I consider napping on the couch to avoid them both and slip away into sleep for an hour or two, but I’d rather not wake to them above me. Upstairs, in our bed, Sam is already asleep, curled up on one side. I watch him as I smooth lotion over my arms, papery skin catching and skidding under my hands. His breath is shallow and painful, no more full, strong snores. I pick up my knitting from beside the bed and walk back down the stairs, as carefully as I can.
* * *
I decide to make pancakes—breakfast for dinner, Sam’s favorite. I watch the puddles of batter bubble and set in the pan while Maggie teases Sam about his painkiller lollipops. They have barely spoken a word to me.
A knock comes at the door, three sharp taps, with the screen a rattling aftershock. I put down the spatula and scrape a stray dab of batter from my hand. “That must be Ben confirming things about tomorrow,” I say to nobody in particular.
When I open the door, my breath escapes.
“Hi, Mom,” Charlie says. His hand is propped a
gainst the doorway as though he’s already preparing to push off. And his face, his face. It’s still the same one that told me stories about his day at nursery school, but it’s pasted over with that same defensive frown he’s worn since high school.
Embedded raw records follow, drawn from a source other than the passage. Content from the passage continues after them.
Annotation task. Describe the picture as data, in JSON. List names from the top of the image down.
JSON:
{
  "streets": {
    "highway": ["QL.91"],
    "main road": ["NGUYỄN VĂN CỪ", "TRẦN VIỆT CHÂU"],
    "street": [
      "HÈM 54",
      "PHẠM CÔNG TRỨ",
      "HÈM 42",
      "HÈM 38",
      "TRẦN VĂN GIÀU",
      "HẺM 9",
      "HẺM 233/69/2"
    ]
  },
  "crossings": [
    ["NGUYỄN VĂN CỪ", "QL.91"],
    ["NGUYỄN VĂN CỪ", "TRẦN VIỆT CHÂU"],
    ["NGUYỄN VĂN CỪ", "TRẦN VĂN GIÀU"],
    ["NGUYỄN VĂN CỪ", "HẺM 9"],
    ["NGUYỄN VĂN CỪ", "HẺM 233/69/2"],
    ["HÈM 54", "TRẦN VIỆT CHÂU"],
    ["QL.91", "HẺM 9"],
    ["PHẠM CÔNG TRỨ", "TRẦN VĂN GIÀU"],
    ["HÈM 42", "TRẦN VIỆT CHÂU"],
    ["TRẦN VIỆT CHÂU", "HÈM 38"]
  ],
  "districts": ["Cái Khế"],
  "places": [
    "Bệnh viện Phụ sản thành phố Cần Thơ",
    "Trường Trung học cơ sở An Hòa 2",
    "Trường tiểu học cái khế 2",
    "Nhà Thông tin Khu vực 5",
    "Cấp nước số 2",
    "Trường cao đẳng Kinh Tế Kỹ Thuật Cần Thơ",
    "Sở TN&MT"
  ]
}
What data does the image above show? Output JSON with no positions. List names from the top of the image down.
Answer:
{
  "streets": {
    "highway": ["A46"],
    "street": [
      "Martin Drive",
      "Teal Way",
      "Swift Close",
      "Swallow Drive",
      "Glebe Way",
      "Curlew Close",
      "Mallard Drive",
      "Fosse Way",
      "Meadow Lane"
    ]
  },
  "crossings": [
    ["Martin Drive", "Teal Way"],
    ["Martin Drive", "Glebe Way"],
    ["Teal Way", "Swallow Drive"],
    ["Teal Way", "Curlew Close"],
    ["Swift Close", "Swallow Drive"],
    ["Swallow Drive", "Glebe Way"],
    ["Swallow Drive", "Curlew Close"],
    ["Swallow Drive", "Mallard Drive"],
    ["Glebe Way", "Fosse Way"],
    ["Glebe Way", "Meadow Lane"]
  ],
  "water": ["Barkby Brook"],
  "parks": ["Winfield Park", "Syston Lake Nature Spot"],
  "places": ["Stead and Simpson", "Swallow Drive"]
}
“Charlie,” I say, and it’s strange, finally giving a voice to the word in my head. Then, before I can stop myself or wonder if Sam can hear me, I say, “I thought Nessa said you couldn’t come.”
“Yeah, well,” he says, “our plans changed.” And then he shifts to one side, and I see the man standing behind him, tall, dark, and bracingly handsome. He waves a small wave.
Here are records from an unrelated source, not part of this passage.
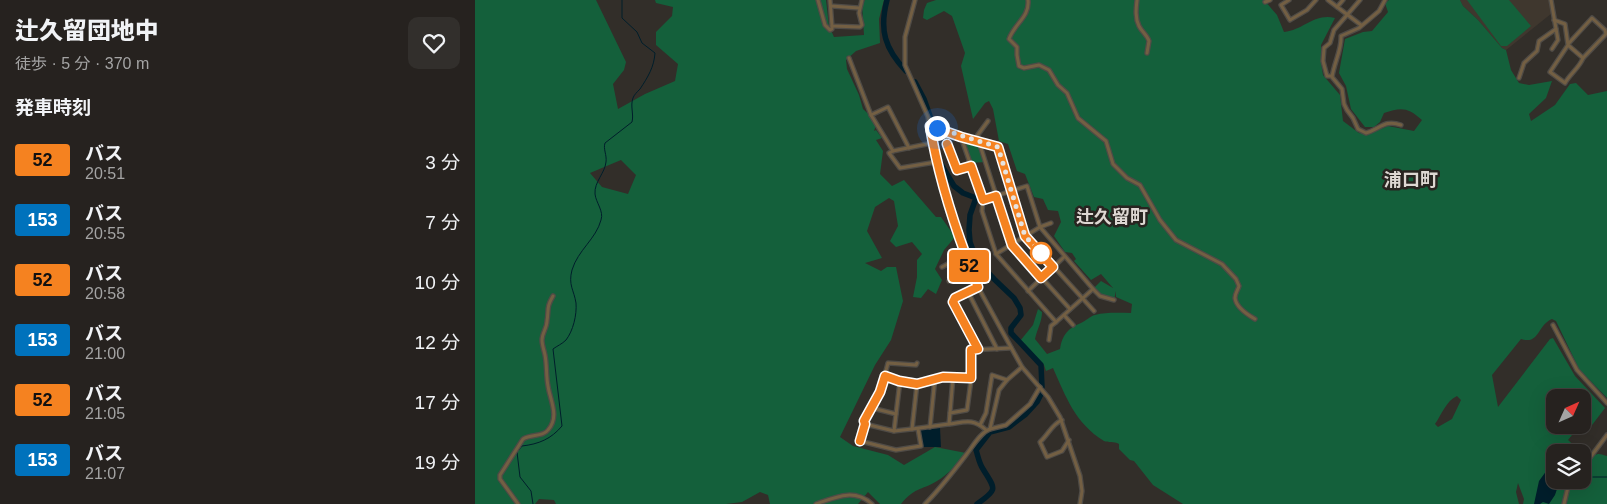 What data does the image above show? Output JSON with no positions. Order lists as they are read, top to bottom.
{
  "districts": ["浦口町", "辻久留町"],
  "lines": ["bus line 52"],
  "north": "top right",
  "page": {
    "heading": [
      ["辻久留団地中", "徒歩 · 5 分 · 370 m"],
      "発車時刻"
    ],
    "on_map": "52",
    "list": [
      {
        "mark": "52",
        "name": "バス",
        "note": "20:51",
        "value": "3 分"
      },
      {
        "mark": "153",
        "name": "バス",
        "note": "20:55",
        "value": "7 分"
      },
      {
        "mark": "52",
        "name": "バス",
        "note": "20:58",
        "value": "10 分"
      },
      {
        "mark": "153",
        "name": "バス",
        "note": "21:00",
        "value": "12 分"
      },
      {
        "mark": "52",
        "name": "バス",
        "note": "21:05",
        "value": "17 分"
      },
      {
        "mark": "153",
        "name": "バス",
        "note": "21:07",
        "value": "19 分"
      }
    ]
  }
} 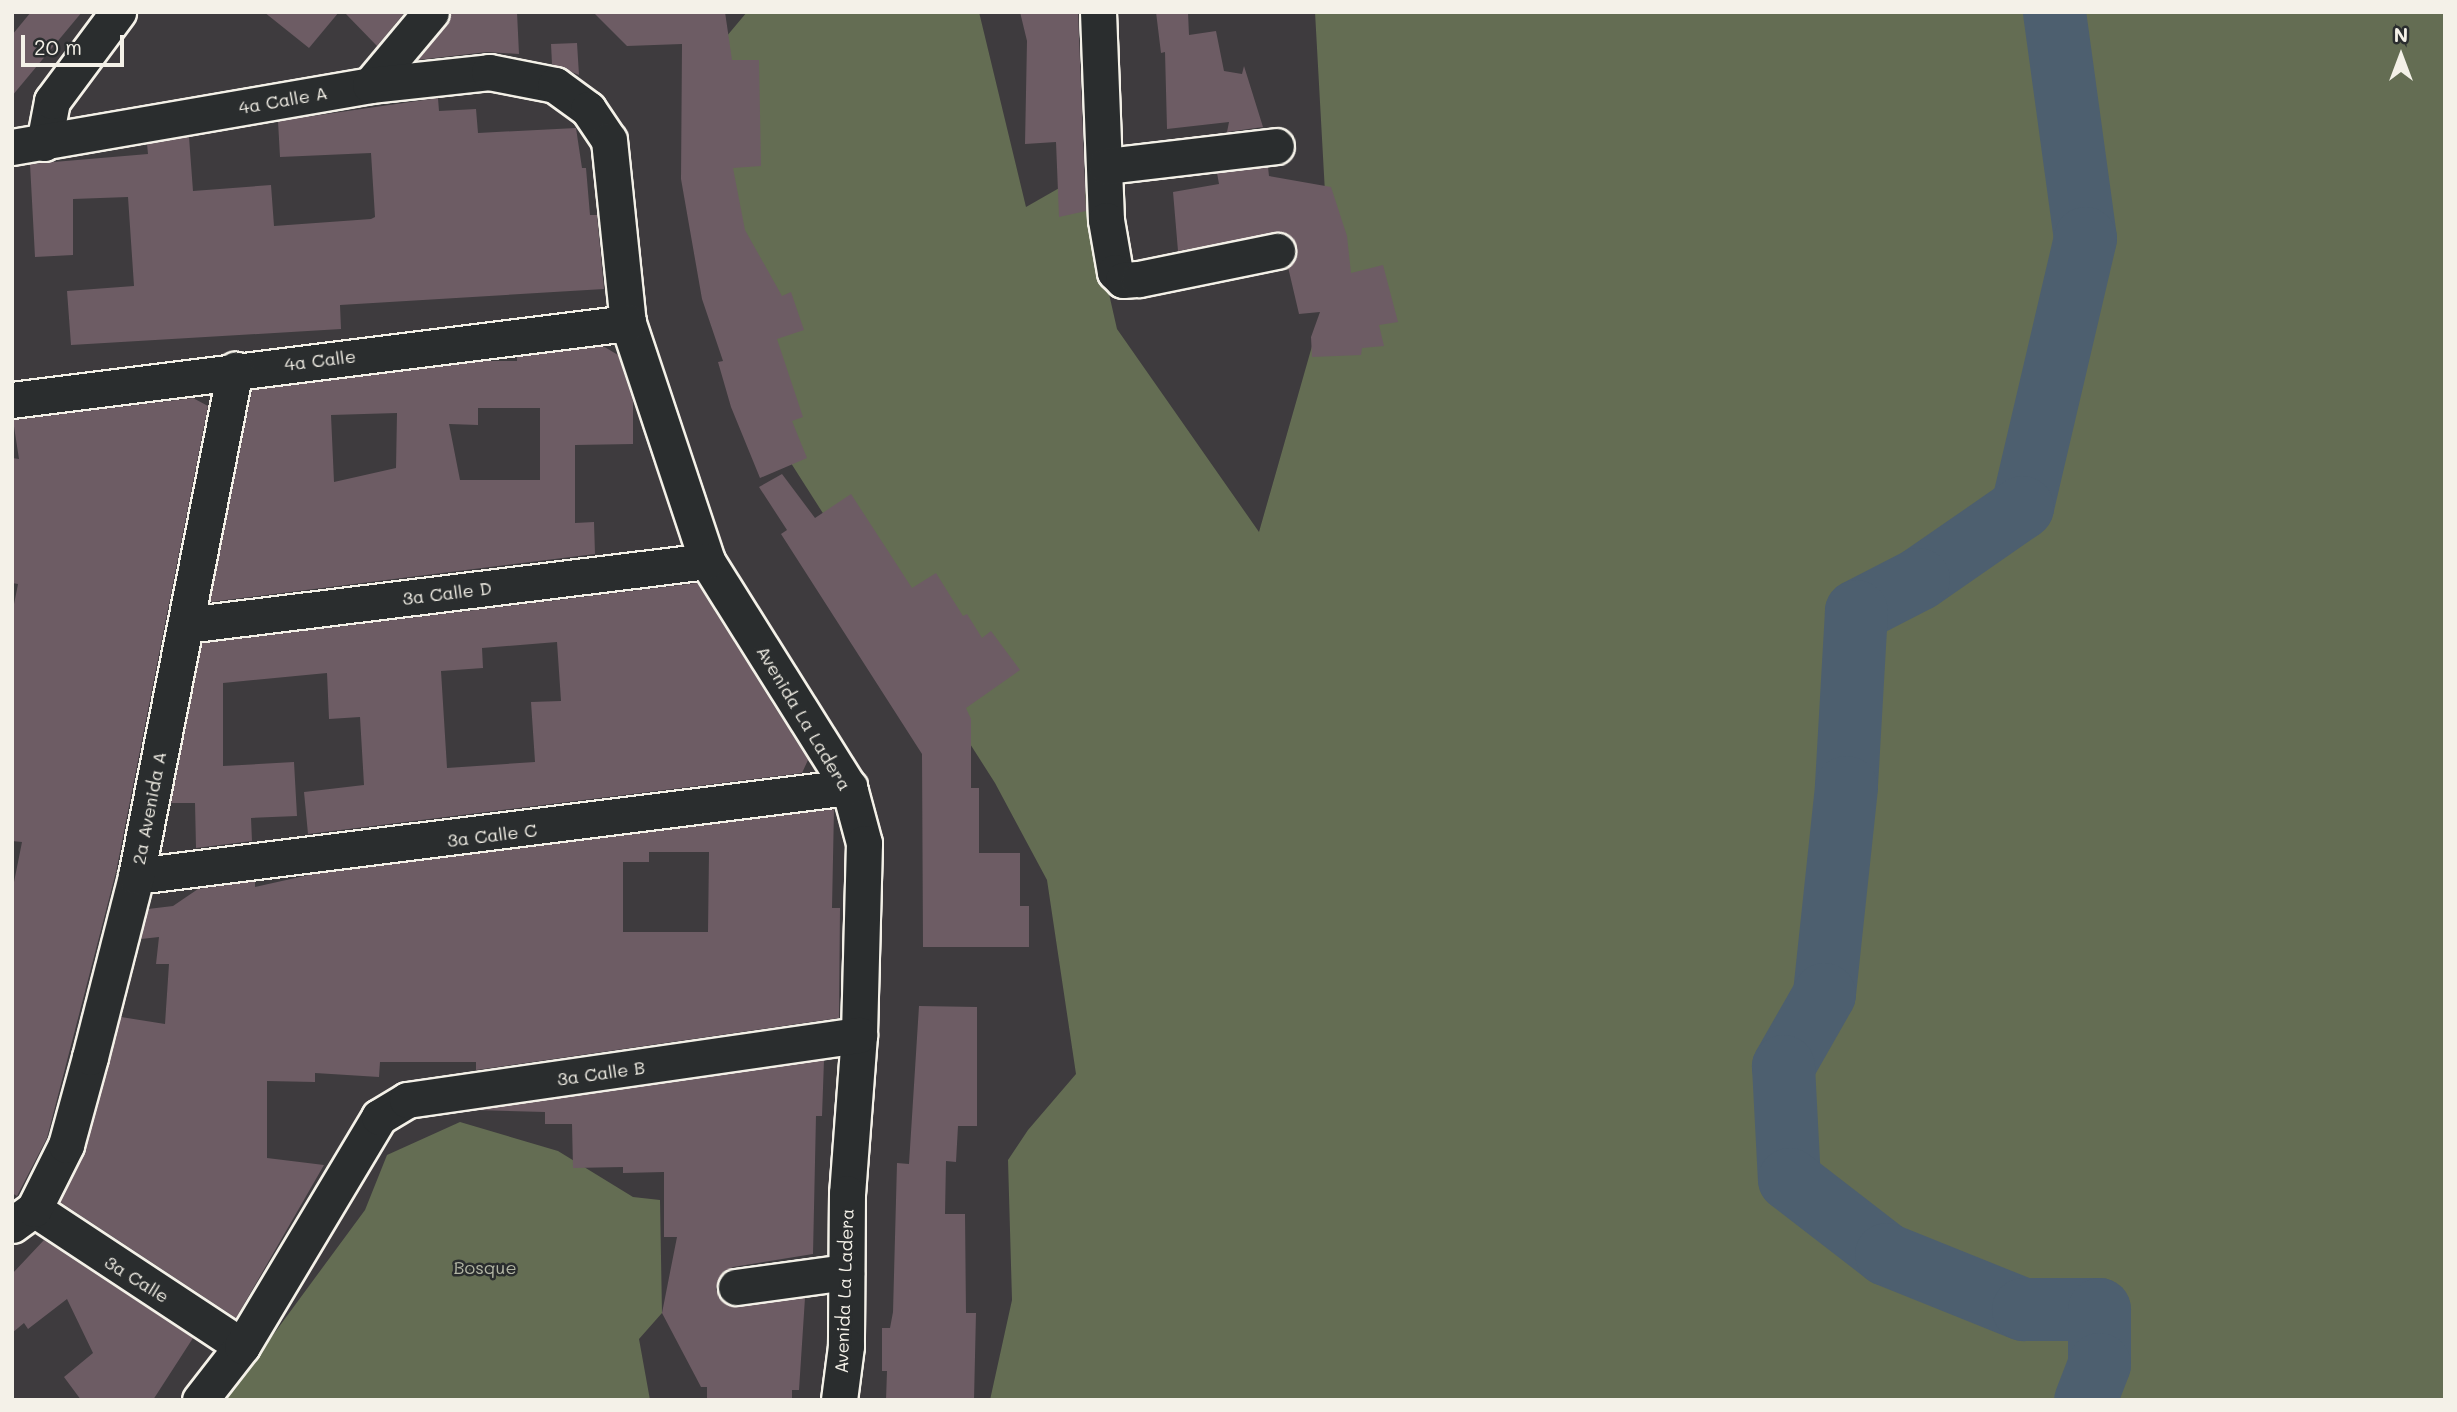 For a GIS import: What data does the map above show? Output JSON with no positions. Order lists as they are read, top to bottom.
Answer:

It takes a moment to place him. When I do, I say, “You must be Zach! Please, come in. So rude of me to leave you waiting.” I hold out my hand to shake his as they pass, but instead, he puts his arms around me, my hands caught close to my chest like a prayer. He smells like citrus and my son, and I wish I could stay there.
Though Charlie has never introduced us, I know about Zach, of course. For some reason, Nessa doesn’t think I do, and every time I ask her about Charlie, her mouth purses, and her eyes shift. I busy myself with something else while she recovers.
It was a little more than a month ago, in the height of summer—wedding season. Sam was out in the fields, and I’d just slid my third loaf of bread for the church bake sale into the oven. My face was still flushed from the heat of it when the phone rang. When I heard it was Charlie, my heart raced with fear and joy. I brushed my hand over my head, dismayed at the bits of hair that had broken free of my bun.
“Is everything okay? I mean, how are you?”
“Yeah, it’s fine.”
I mined his voice and found it eager, excited even, but there was a shaking edge there, too.